> **YOUR GOAL**
For the entries below, the expected answer is the line with "M 194,621 L 205,671", the line with "M 0,181 L 60,177", and every line between them, exactly as written, and nothing more.

> **INFORMATION PROVIDED**

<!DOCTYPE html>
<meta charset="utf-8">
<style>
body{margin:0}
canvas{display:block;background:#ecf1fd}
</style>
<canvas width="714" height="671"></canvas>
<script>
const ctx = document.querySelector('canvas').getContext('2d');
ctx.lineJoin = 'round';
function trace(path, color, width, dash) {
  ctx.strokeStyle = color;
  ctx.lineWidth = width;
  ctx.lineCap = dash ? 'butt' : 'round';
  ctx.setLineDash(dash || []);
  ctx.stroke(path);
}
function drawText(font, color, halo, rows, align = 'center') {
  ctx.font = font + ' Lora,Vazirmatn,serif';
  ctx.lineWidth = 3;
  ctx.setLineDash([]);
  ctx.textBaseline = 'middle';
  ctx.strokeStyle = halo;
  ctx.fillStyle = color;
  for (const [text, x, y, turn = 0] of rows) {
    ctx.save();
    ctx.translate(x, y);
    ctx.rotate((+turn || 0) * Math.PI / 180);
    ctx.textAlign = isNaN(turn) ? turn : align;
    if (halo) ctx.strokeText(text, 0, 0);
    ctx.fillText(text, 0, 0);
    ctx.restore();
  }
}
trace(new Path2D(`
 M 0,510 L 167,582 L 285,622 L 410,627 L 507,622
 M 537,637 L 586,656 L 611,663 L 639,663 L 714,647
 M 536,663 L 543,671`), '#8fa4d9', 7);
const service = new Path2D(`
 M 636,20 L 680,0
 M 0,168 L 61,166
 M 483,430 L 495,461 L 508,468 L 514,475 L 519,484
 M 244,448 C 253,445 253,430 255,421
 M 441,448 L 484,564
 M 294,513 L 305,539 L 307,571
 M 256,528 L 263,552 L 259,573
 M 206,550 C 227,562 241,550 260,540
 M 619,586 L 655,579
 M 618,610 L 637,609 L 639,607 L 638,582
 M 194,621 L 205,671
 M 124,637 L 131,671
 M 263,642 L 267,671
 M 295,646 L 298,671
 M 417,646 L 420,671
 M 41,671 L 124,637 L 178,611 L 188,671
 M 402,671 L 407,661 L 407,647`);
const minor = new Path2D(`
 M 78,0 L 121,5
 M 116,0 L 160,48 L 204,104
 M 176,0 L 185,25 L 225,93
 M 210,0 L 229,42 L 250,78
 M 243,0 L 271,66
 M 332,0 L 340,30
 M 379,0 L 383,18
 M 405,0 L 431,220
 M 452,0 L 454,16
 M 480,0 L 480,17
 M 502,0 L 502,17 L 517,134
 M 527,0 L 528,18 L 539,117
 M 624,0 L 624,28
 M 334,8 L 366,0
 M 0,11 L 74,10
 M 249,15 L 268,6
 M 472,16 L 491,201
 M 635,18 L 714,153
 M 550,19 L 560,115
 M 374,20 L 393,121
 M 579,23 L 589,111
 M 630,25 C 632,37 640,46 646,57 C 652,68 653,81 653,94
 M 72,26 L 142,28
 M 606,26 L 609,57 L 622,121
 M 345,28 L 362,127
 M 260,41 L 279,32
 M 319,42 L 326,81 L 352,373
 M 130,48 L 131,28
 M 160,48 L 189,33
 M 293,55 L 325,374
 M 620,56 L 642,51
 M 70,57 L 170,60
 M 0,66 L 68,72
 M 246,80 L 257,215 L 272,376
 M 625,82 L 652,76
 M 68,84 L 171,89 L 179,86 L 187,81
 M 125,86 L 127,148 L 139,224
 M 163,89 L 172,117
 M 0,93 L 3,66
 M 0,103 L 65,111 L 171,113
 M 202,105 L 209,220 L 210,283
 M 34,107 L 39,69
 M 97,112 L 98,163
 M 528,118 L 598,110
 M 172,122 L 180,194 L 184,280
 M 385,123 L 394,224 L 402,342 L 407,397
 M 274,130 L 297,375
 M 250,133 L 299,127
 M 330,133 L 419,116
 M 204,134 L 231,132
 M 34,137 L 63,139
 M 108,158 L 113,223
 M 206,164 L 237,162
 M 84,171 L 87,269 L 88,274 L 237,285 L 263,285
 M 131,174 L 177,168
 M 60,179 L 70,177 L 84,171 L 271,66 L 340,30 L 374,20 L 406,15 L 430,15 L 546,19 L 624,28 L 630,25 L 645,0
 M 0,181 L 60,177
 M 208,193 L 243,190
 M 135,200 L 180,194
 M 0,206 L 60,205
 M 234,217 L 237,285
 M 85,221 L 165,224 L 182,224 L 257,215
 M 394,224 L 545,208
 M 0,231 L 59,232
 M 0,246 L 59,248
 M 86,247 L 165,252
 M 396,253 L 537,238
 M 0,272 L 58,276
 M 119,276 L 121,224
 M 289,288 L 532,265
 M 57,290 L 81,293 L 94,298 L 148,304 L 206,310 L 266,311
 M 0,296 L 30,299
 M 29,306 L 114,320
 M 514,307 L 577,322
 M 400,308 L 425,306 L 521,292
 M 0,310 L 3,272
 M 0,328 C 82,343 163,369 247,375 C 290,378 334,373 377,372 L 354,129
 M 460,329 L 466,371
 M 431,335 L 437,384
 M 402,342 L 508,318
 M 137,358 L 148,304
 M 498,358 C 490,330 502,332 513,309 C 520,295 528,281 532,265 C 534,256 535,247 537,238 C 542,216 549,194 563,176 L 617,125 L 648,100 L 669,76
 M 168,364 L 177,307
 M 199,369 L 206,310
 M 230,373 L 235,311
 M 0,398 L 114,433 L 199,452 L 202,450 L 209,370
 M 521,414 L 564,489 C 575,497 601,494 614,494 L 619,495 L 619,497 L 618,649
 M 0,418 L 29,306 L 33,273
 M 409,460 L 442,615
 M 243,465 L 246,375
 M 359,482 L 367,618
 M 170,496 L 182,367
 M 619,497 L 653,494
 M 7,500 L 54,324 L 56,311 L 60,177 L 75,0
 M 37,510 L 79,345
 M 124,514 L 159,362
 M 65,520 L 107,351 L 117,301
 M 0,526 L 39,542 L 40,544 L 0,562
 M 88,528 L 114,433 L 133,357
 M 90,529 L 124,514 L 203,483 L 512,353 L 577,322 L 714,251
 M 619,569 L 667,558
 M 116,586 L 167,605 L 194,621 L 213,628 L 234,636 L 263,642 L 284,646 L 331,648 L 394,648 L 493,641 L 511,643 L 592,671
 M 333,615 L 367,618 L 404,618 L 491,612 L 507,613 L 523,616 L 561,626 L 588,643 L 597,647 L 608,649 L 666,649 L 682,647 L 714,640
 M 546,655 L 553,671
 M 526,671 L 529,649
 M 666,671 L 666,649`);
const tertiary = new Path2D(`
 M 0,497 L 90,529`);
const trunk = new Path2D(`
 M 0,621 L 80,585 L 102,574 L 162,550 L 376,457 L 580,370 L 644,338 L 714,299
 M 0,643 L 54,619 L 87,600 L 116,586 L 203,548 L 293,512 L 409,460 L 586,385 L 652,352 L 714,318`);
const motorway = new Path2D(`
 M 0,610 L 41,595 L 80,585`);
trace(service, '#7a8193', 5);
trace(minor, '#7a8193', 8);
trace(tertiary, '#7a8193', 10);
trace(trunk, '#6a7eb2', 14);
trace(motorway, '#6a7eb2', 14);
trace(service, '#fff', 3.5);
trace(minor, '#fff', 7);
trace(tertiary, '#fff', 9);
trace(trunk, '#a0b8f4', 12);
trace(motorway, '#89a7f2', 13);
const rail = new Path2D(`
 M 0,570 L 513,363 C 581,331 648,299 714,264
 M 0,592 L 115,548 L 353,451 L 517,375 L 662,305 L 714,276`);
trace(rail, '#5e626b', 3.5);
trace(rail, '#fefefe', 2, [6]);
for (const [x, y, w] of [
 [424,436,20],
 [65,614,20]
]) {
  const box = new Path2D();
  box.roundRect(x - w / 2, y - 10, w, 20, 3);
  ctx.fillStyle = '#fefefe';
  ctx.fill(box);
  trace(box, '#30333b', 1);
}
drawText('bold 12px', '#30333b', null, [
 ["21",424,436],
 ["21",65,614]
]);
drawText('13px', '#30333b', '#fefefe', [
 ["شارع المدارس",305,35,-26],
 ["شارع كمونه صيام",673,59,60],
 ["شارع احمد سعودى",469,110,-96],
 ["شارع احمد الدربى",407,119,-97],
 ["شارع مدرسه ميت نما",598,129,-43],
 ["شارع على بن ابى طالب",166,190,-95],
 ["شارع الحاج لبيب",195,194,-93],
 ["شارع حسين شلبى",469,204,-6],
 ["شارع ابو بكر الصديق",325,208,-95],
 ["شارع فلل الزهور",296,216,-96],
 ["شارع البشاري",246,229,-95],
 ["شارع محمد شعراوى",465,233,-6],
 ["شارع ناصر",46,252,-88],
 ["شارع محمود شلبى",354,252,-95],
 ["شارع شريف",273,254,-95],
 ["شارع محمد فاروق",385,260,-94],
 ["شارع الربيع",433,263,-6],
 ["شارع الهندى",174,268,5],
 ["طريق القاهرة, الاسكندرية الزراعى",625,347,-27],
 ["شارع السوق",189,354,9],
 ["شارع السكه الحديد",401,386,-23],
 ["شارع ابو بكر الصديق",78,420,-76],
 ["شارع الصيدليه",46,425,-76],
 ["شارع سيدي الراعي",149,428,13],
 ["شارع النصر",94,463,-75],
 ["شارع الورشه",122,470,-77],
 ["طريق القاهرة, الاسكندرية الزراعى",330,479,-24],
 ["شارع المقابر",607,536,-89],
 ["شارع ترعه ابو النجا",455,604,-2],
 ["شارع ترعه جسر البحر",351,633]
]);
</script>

> **RESPONSE FOR THIS EXERCISE**
 M 194,621 L 205,671
 M 124,637 L 131,671
 M 263,642 L 267,671
 M 295,646 L 298,671
 M 417,646 L 420,671
 M 41,671 L 124,637 L 178,611 L 188,671
 M 402,671 L 407,661 L 407,647`);
const minor = new Path2D(`
 M 78,0 L 121,5
 M 116,0 L 160,48 L 204,104
 M 176,0 L 185,25 L 225,93
 M 210,0 L 229,42 L 250,78
 M 243,0 L 271,66
 M 332,0 L 340,30
 M 379,0 L 383,18
 M 405,0 L 431,220
 M 452,0 L 454,16
 M 480,0 L 480,17
 M 502,0 L 502,17 L 517,134
 M 527,0 L 528,18 L 539,117
 M 624,0 L 624,28
 M 334,8 L 366,0
 M 0,11 L 74,10
 M 249,15 L 268,6
 M 472,16 L 491,201
 M 635,18 L 714,153
 M 550,19 L 560,115
 M 374,20 L 393,121
 M 579,23 L 589,111
 M 630,25 C 632,37 640,46 646,57 C 652,68 653,81 653,94
 M 72,26 L 142,28
 M 606,26 L 609,57 L 622,121
 M 345,28 L 362,127
 M 260,41 L 279,32
 M 319,42 L 326,81 L 352,373
 M 130,48 L 131,28
 M 160,48 L 189,33
 M 293,55 L 325,374
 M 620,56 L 642,51
 M 70,57 L 170,60
 M 0,66 L 68,72
 M 246,80 L 257,215 L 272,376
 M 625,82 L 652,76
 M 68,84 L 171,89 L 179,86 L 187,81
 M 125,86 L 127,148 L 139,224
 M 163,89 L 172,117
 M 0,93 L 3,66
 M 0,103 L 65,111 L 171,113
 M 202,105 L 209,220 L 210,283
 M 34,107 L 39,69
 M 97,112 L 98,163
 M 528,118 L 598,110
 M 172,122 L 180,194 L 184,280
 M 385,123 L 394,224 L 402,342 L 407,397
 M 274,130 L 297,375
 M 250,133 L 299,127
 M 330,133 L 419,116
 M 204,134 L 231,132
 M 34,137 L 63,139
 M 108,158 L 113,223
 M 206,164 L 237,162
 M 84,171 L 87,269 L 88,274 L 237,285 L 263,285
 M 131,174 L 177,168
 M 60,179 L 70,177 L 84,171 L 271,66 L 340,30 L 374,20 L 406,15 L 430,15 L 546,19 L 624,28 L 630,25 L 645,0
 M 0,181 L 60,177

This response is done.